Fearful and Wonderfully Made

Yesterday my girl and I went to a Birthday party for several members of her new community.  BARC Housing hosts these parties once a month—gathering all the residents for Birthday cake, ice cream, dancing and to celebrate the folks whose birthdays have fallen on that particular month.  There had been much anticipation in our household about this party and I find myself needing to be very careful to manage myself and all the paradoxical responses and feelings that ebb and flow in me, unpredictable and shocking.

I continue to work on my health and that includes more actively planning to ensure I get enough exercise daily.  All those things they tell you, about how exercise can help manage stress?  They are true.  So I had made plans to walk before taking LM to the party both to make sure I got that exercise in, but also because I have a hard time figuring out how each of those visits will affect me and I am determined to be a source of calm strength to my daughter.  Unfortunately, my well-laid plans did not work and there wasn’t a whole lot of time to do anything but go, steeling myself and breathing.

I am not sure I have ever gotten sweeter and sloppier kisses than I got when we arrived.  The same was true for my girl.  Other residents are coming to know us and several of them are exuberant and unrestrained in their welcome.  Although I’ve been asked to be present at these visits, I try to leave plenty of space so LM can make her way without me hovering like a helicopter mom.  Instead, each time I go, I try to talk to other folks and stay out of her way.  There’s a young man who obviously has difficulties walking, whose eyes go in every direction but straight, who is just barely verbal, though incredibly expressive.  He was curious about me so we stood and visited waiting for the party to begin.  I gently teased him about whether or not he was going to dance and his face lit up like a Christmas tree, he looked sort of abashed and then gestured for me to follow him.

A woman in her late thirties was sitting with her legs up on a divan and he introduced her to me in a way that made me think she was special to him so I asked, “Is this your girl friend?”  Again, that light and life that animate his face and make him so piercingly beautiful.  She is, but when I asked if they were going to dance together, he made falling-down gestures, making me understand that they can’t because she might fall and hurt herself.

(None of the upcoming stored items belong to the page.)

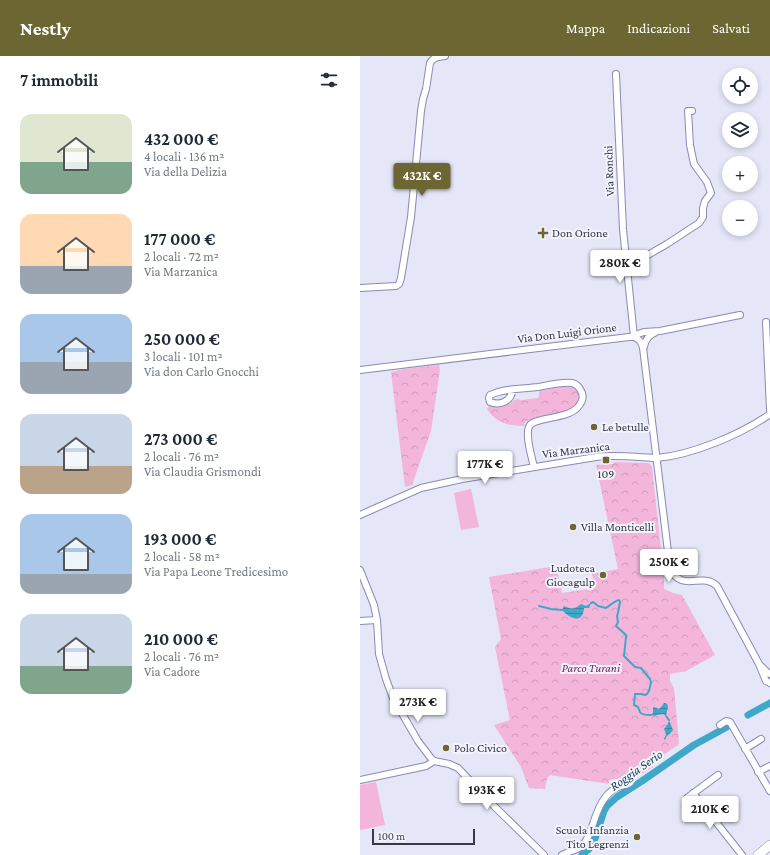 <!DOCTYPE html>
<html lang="it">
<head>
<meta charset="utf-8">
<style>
  :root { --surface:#fff; --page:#f2f2f3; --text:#1f2937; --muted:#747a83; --accent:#6c6632 }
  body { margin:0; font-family:"Crimson Pro",serif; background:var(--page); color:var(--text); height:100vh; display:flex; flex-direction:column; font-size:15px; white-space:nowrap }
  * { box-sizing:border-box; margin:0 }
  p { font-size:13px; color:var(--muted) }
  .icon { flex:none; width:22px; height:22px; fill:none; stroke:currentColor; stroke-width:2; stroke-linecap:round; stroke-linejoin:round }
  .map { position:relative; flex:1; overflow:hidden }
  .panel { display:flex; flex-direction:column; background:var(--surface); width:360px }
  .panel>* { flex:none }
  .buttons { position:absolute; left:362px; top:12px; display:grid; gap:8px }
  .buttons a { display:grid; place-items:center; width:36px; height:36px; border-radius:50%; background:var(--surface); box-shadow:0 2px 6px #0003; font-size:20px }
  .scale { position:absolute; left:12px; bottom:10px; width:103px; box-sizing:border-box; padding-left:4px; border:2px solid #363747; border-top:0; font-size:11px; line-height:14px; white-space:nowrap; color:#363747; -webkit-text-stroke:3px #f3f4fd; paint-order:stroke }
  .price { position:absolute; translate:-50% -34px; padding:0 9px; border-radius:4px; background:#fff; color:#222; font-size:13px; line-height:26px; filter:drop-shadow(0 1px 2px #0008) }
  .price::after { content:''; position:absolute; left:50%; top:24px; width:12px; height:9px; margin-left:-6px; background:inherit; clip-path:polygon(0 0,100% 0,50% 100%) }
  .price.active { background:var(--accent); color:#fff }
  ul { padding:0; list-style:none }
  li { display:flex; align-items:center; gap:12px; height:100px; padding:0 20px }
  li span { display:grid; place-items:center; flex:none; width:112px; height:80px; border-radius:12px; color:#555 }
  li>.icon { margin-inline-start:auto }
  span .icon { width:48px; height:48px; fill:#fffc; stroke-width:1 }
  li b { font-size:17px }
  h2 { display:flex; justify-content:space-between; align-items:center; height:48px; padding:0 20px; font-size:17px }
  header { display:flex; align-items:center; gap:24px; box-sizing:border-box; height:56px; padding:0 20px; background:var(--accent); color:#fff }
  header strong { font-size:19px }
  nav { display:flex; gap:22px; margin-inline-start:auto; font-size:14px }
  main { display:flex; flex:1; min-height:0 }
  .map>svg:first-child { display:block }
  .park { fill:url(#park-crowns) }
  .garden { fill:#f3b5da }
  .water { fill:url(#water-rules) }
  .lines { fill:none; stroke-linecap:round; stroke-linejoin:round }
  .stream { stroke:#3fa8c9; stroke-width:2 }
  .canal { stroke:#3fa8c9; stroke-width:7 }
  .street-casing { stroke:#898ab2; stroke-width:8 }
  .secondary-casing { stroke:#898ab2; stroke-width:10 }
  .street { stroke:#fff; stroke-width:6 }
  .secondary { stroke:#fff; stroke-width:9 }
  .poi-dot { fill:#6c6632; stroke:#f3f4fd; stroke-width:1.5 }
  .labels { text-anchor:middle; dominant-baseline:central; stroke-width:4; stroke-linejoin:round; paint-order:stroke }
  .street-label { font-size:12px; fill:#363747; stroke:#f3f4fd }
  .poi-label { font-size:12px; fill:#363747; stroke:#f3f4fd; text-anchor:start }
  .park-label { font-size:12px; font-style:italic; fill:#721c58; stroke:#f3f4fd }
  .water-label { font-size:13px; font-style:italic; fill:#1a4756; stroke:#f3f4fd }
</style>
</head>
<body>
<header>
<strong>Nestly</strong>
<nav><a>Mappa</a><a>Indicazioni</a><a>Salvati</a></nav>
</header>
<main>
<section class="panel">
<h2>7 immobili<svg class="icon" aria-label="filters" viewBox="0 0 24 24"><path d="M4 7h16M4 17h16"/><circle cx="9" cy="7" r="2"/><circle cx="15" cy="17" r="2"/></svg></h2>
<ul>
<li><span style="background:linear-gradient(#dfe7d0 60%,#7fa58c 0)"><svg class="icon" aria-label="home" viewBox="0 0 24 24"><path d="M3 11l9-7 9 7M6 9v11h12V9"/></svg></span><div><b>432 000 €</b><p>4 locali · 136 m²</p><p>Via della Delizia</p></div></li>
<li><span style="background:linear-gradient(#ffd9b3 65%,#9aa5b1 0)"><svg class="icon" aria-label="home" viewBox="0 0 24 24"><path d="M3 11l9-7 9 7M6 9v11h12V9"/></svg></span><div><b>177 000 €</b><p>2 locali · 72 m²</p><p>Via Marzanica</p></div></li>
<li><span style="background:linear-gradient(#a9c7e8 60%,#9aa5b1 0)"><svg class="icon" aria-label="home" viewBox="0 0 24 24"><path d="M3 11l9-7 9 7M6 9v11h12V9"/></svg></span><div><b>250 000 €</b><p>3 locali · 101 m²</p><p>Via don Carlo Gnocchi</p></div></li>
<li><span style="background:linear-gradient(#c9d6e8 65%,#b9a48a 0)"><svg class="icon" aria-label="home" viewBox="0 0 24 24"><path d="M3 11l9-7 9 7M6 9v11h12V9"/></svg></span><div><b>273 000 €</b><p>2 locali · 76 m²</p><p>Via Claudia Grismondi</p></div></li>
<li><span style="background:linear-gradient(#a9c7e8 75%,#9aa5b1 0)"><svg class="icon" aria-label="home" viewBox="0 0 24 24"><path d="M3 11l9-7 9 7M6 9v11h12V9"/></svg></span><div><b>193 000 €</b><p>2 locali · 58 m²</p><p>Via Papa Leone Tredicesimo</p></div></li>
<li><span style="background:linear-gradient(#c9d6e8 65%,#7fa58c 0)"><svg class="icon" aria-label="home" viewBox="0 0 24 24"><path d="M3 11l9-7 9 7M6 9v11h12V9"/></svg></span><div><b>210 000 €</b><p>2 locali · 76 m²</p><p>Via Cadore</p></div></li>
</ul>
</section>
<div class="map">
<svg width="410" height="799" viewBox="0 0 410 799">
  <defs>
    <pattern id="park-crowns" width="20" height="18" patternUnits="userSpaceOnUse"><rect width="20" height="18" fill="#f3b5da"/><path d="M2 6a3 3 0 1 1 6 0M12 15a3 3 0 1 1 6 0" fill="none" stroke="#d19cbc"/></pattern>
    <pattern id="water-rules" width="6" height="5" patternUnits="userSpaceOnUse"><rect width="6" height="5" fill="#3fa8c9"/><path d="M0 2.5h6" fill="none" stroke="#368aa5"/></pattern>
  </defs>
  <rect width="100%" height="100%" fill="#e5e6f8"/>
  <path class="park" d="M79 309 80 314 71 375 52 429 45 431 31 316 44 313Z
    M200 331H213C239 357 177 359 165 366L164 370C149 370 136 367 127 353L129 350H141L150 348 154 344 157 343 162 344 178 342 179 340V335Z
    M254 406 288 407 290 408 292 411 303 511 301 514C301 517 302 518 304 520V533L313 537 322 539 355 599 326 615 310 618V625L314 632 319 687 318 689 293 706V711L275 722 269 721 249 724V728L190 719 187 723 185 733 169 732 161 711 134 669 150 664 135 591 141 583 129 521 196 510 202 537 235 532 232 518 258 513 236 409 253 408Z"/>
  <path class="garden" d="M111 433 119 471 101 474 94 437Z
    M16 726 25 769 0 774V729Z"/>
  <path class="water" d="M231 547 229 552H224C223 569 209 562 202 554L204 550C211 553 214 554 221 548L226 550Z
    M304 647H305L307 648 308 650 306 660 303 658 297 659 294 660 291 659 293 657V652L294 651 299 653 301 651Z
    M309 664 313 674C310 679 307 678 305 684L304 683 306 678 304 673 308 668Z"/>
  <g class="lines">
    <path class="stream" d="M231 547 233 546 238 550 246 552C249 550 256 544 259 544L260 546 258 557 257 560 258 566 256 570 266 579V581L264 600 275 611 281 612 290 623 291 626 289 635 287 638 285 639 281 638H275L274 649 278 651C279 653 279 654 280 656 281 659 288 659 291 659
      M179 550 191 553 202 554
      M306 660 309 664"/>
    <path class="canal" d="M388 659 410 647
      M222 799 229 793 234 786 244 755 247 750 257 741 282 725 334 689 367 671"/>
    <defs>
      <path id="street" d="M256 18 263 173 274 281
        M267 211 307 188 339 167 343 161V152L345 145 351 137 347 126 334 108 330 89 328 55H332
        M0 232 36 230 39 228 41 222 51 161 61 55 63 43 66 33 70 7C73 1 79 1 85 0
        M406 266 410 354
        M274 281C280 283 282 287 283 292L310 512C322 538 342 515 357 530L399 608 406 625 410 627
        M284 291C285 283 289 279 296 276
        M0 314 269 281H274L278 278 284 276 300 275 380 259
        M152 334C152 345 140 350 130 346L129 342 130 339C145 332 163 333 178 331 189 329 201 326 212 327 217 328 220 332 222 337 224 342 221 348 218 351 208 363 177 361 170 369 164 377 172 402 174 411
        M0 459 61 432 102 423 236 401C251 399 265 400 279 401 285 401 291 402 297 402 332 399 382 378 410 358
        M0 514 14 549 17 564 19 598 26 623 33 642 58 685 70 701 74 705
        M0 565 17 564
        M401 610 408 617 410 618
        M360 669 366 665 370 666 410 735
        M385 693 401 683
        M74 705 89 708 98 712 134 750 184 799
        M398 716 410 710
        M0 724 66 710 74 705
        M333 737 382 799
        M327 742 358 719
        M202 799C207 796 214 795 219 792 235 783 232 745 256 732 260 730 266 729 270 727"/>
      <path id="secondary" d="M398 799 410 789"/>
    </defs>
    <use href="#street" class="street-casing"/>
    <use href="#secondary" class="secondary-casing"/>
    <use href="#street" class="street"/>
    <use href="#secondary" class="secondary"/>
  </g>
  <g class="poi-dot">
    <path d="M181 171h4v4h4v4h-4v4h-4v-4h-4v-4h4z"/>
    <circle cx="234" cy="371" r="4"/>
    <rect x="242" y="400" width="8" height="8" rx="2"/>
    <circle cx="213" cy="471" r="4"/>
    <circle cx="243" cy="519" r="4"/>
    <circle cx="86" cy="692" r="4"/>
    <circle cx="277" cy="781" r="4"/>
  </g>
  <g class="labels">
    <g class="street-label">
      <text transform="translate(249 115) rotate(-92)">Via Ronchi</text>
      <text transform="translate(207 277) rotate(-7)">Via Don Luigi Orione</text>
      <text transform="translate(216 394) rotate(-7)">Via Marzanica</text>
    </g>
    <g class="poi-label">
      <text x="192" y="177">Don Orione</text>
      <text x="242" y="371">Le betulle</text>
      <text x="246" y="418" text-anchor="middle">109</text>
      <text x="221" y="471">Villa Monticelli</text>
      <text x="235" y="512" text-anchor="end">Ludoteca<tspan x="235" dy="14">Giocagulp</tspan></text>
      <text x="94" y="692">Polo Civico</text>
      <text x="269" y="774" text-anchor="end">Scuola Infanzia<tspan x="269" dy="14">Tito Legrenzi</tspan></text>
    </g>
    <g class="park-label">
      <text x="231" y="612">Parco Turani</text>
    </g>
    <g class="water-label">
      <text transform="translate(276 714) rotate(-35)">Roggia Serio</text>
    </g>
  </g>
</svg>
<div class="buttons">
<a><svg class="icon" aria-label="locate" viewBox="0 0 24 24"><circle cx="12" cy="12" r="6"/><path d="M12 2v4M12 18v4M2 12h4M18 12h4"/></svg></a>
<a><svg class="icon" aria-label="layers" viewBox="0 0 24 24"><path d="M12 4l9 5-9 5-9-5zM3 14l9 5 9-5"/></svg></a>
<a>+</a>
<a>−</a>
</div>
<div class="scale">100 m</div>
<b class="price active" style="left:62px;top:141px">432K €</b>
<b class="price" style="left:260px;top:228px">280K €</b>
<b class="price" style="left:125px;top:429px">177K €</b>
<b class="price" style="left:309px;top:527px">250K €</b>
<b class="price" style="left:58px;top:667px">273K €</b>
<b class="price" style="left:127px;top:755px">193K €</b>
<b class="price" style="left:350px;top:774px">210K €</b>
</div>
</main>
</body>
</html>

Then there is T, who has no front teeth, is bent over, has a mop of bright red hair,  and laughs with the most delightful joy imaginable.  There’s M who had on her sparkly green Christmas sweater and wanted to visit lots and lots and the other M who gave me one of those delicious kisses on the cheek.  I don’t want to romanticize and idealize a group of people who are just as much ordinary, broken and holy folks as you and I.  But my daily living has not included much space for them and now that we are thrown together like this, I find myself broken wide open.  There is such beauty, such a different version of our humanity, such confrontation of much that I take for granted in my life.

Last night, I felt tenderness and gratitude and I also felt enormous pain.  I came home understanding for the first time  why folks cut themselves compulsively.  I found myself wanting to do that to myself.  The sting of a cut would be more bearable, a welcome distraction from the real thing.  Of course I didn’t and instead, went on one of my walks even though it was already late in the evening.  The pain began to untie itself from around my heart, I felt the heat and humidity of summer quickly approaching, stars were out and a couple of planets shone brightly.  This is life—neither more nor less.  Just life.

I write about these things perhaps because I am presumptuous enough to think that I can open a few small windows into a world that is so easy to ignore.  The persistent, insistent question that keeps forming itself in my mind these days is this:  “So what does it mean, really, to be a human being?  What defines our humanity?”  We need to be careful and suspicious of easy answers and half-truths shaped in the comfort of our first-world lives.  But when I look for answers beyond that, they have the ability to shake me to my core.